EXERCISE AIM >>
Once you find a line containing the word "view" in the entries below, copy it.

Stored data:
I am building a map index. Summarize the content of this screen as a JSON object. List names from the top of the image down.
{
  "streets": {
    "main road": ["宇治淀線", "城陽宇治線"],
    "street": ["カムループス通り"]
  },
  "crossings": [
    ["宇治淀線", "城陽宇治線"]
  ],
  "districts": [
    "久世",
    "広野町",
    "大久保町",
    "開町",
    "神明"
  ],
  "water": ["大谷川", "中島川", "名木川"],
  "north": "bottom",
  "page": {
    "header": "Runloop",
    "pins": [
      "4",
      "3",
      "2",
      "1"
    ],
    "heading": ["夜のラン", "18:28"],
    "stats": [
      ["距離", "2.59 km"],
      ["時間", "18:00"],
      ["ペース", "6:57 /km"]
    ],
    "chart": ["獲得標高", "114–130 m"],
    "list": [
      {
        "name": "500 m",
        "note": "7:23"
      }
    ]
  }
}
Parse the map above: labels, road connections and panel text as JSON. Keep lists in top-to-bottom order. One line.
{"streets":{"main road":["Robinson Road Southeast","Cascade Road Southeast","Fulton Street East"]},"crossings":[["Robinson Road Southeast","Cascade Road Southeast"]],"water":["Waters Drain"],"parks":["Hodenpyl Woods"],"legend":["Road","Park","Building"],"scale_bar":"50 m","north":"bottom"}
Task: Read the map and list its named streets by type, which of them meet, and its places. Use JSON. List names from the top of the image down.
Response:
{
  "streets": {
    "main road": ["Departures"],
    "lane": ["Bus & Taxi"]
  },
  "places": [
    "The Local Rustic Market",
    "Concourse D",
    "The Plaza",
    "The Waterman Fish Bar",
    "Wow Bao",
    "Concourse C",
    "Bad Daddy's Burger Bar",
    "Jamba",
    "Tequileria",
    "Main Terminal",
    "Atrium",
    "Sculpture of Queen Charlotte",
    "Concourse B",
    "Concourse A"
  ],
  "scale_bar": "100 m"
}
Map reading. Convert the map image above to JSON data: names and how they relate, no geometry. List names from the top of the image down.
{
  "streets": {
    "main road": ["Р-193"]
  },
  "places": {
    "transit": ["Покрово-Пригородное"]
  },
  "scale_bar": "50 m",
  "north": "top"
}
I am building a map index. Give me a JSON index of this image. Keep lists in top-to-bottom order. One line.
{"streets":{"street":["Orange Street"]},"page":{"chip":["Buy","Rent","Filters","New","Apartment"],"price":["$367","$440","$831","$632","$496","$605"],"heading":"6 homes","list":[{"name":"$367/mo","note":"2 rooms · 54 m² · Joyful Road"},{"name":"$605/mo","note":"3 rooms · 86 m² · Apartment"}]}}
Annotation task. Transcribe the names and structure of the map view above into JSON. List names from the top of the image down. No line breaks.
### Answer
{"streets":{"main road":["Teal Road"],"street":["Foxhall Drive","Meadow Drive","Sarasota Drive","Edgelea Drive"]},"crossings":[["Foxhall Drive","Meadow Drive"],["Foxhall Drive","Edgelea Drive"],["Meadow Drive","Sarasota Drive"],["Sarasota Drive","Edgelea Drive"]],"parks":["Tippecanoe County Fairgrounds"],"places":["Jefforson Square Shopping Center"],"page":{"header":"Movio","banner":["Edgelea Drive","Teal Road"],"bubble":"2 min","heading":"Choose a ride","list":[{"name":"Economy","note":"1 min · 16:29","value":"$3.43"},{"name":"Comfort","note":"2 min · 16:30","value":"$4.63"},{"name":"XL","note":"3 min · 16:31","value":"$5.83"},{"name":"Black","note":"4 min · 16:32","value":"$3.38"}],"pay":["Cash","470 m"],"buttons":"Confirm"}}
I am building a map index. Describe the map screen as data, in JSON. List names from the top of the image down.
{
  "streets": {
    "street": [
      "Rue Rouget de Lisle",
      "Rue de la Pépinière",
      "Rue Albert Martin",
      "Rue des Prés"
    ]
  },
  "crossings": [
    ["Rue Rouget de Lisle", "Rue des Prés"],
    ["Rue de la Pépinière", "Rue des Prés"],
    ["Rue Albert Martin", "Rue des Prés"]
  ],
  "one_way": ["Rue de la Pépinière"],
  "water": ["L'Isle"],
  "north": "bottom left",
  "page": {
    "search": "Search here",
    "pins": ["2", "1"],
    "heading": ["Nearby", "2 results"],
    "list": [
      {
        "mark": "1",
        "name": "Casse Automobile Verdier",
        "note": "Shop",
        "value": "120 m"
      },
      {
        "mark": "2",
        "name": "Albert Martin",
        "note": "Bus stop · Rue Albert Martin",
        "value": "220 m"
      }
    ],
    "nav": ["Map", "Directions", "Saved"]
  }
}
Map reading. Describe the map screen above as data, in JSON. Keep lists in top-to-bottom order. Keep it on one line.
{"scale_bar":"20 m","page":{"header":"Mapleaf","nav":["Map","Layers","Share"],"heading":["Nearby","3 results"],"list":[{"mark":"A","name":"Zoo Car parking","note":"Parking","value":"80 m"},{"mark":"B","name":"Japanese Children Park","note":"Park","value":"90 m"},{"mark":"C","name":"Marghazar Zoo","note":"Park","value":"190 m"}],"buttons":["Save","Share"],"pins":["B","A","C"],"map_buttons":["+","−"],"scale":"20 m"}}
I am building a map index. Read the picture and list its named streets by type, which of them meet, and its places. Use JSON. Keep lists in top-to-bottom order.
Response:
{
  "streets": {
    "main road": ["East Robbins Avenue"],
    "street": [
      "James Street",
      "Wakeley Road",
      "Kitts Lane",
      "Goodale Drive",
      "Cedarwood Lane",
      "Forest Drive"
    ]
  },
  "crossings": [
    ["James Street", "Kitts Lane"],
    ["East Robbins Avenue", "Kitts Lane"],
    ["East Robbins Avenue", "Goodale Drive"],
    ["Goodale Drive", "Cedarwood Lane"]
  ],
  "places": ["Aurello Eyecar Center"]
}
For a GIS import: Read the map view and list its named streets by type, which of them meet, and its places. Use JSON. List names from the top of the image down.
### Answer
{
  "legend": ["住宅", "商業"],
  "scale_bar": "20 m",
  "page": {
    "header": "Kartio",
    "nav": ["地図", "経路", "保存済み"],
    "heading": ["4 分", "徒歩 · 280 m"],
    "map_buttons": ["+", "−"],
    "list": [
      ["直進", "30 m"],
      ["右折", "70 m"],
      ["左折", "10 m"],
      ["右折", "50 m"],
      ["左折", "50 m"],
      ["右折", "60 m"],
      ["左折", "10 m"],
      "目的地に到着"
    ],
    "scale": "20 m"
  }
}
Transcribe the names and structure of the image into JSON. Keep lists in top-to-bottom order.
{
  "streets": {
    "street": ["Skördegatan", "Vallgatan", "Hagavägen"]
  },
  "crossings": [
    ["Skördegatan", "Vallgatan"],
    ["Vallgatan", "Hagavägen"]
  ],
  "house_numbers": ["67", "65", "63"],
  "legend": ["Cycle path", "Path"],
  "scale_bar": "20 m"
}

OUTPUT FOR THIS EXERCISE >>
Annotation task. Transcribe the names and structure of the map view above into JSON. List names from the top of the image down. No line breaks.
For a GIS import: Read the map view and list its named streets by type, which of them meet, and its places. Use JSON. List names from the top of the image down.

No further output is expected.